Winter is time for ruminating and pondering the big questions in life. As with nature, it is time to slow down and consider. Time to prepare for the onslaught that comes with Spring. As our lives change with the seasons, we are rejuvenated.
I wonder if we shouldn't apply similar principles in our working life? The lead up to the ASM is always frantic, no matter how well organised we may think we are. This is not unlike Spring, where new life struggles to develop and grow. Following the ASM there is a period to savour the successes of the ASM and regain some of the energy spent on preparing for the ASM - Summer? Next comes Autumn - time to plug the gaps in the work presented at the ASM and sow the seeds for the action of the coming Spring. Winter is the time to review, to secure the gains of the past Spring and Summer. Time to set the foundation for the next cycle. This is the season to take the work you presented at the ASM and turn it into papers.

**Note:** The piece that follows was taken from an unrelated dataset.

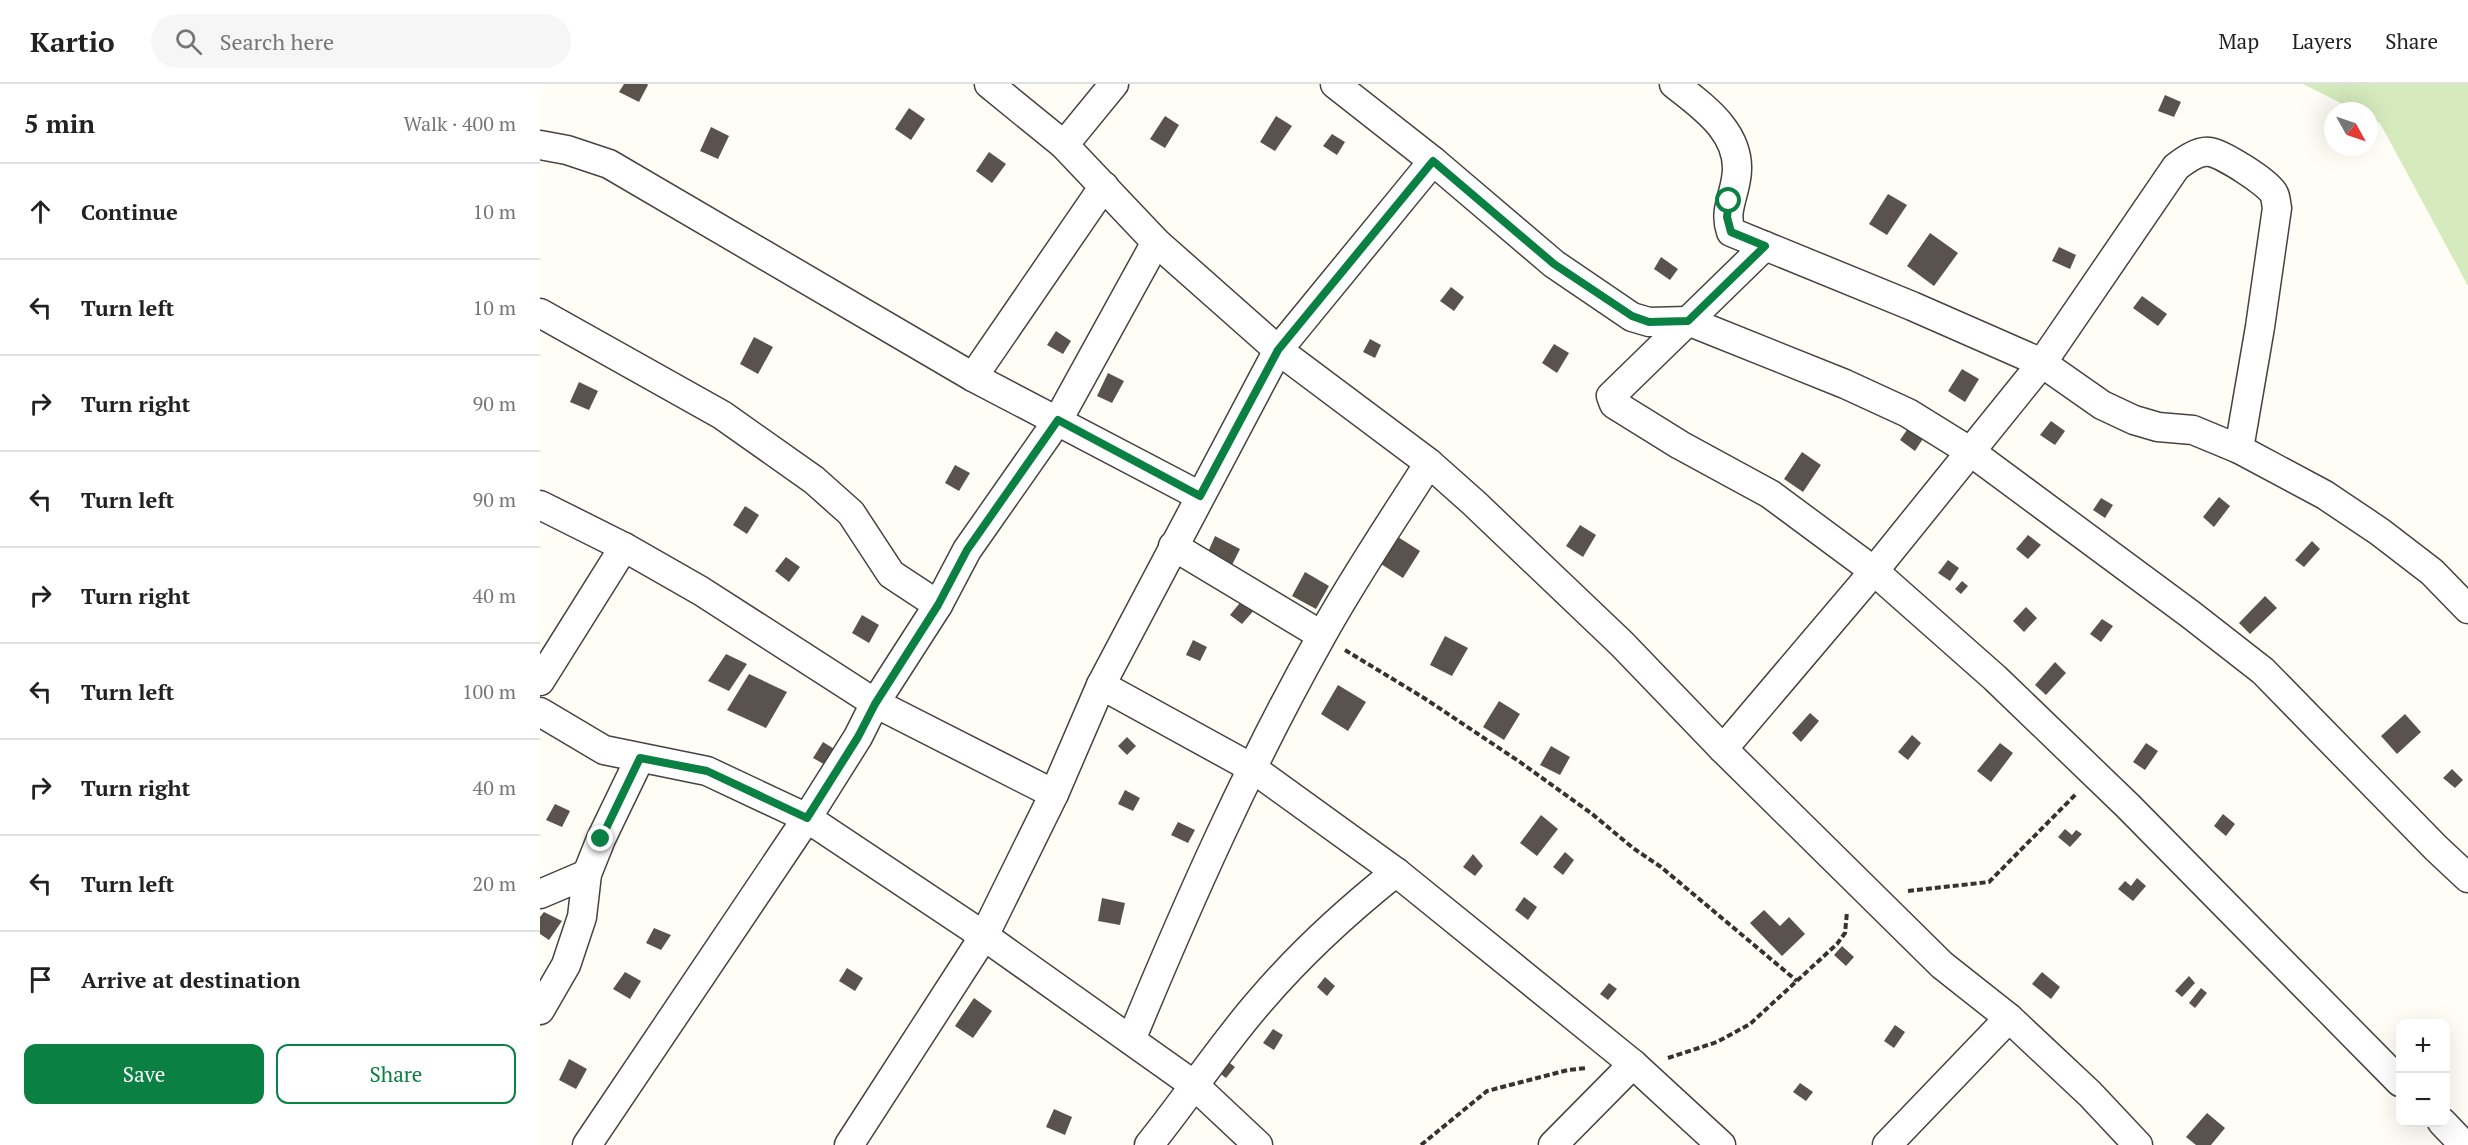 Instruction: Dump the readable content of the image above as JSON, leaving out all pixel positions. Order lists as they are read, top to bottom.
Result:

Applying a seasonal concept to laboratory life can put a variety into place that means, while it might seem like drudgery writing your work up, you can look forward to the Spring that will follow. Similarly, as you wilt under the pressures of ASM preparation, you can look forward to a summer of relaxation. Perhaps, most importantly, establishing such a cycle will cultivate habits and, hopefully, might see more of your work being published. We all benefit from that.
Now where did I put that new bottle of port………..?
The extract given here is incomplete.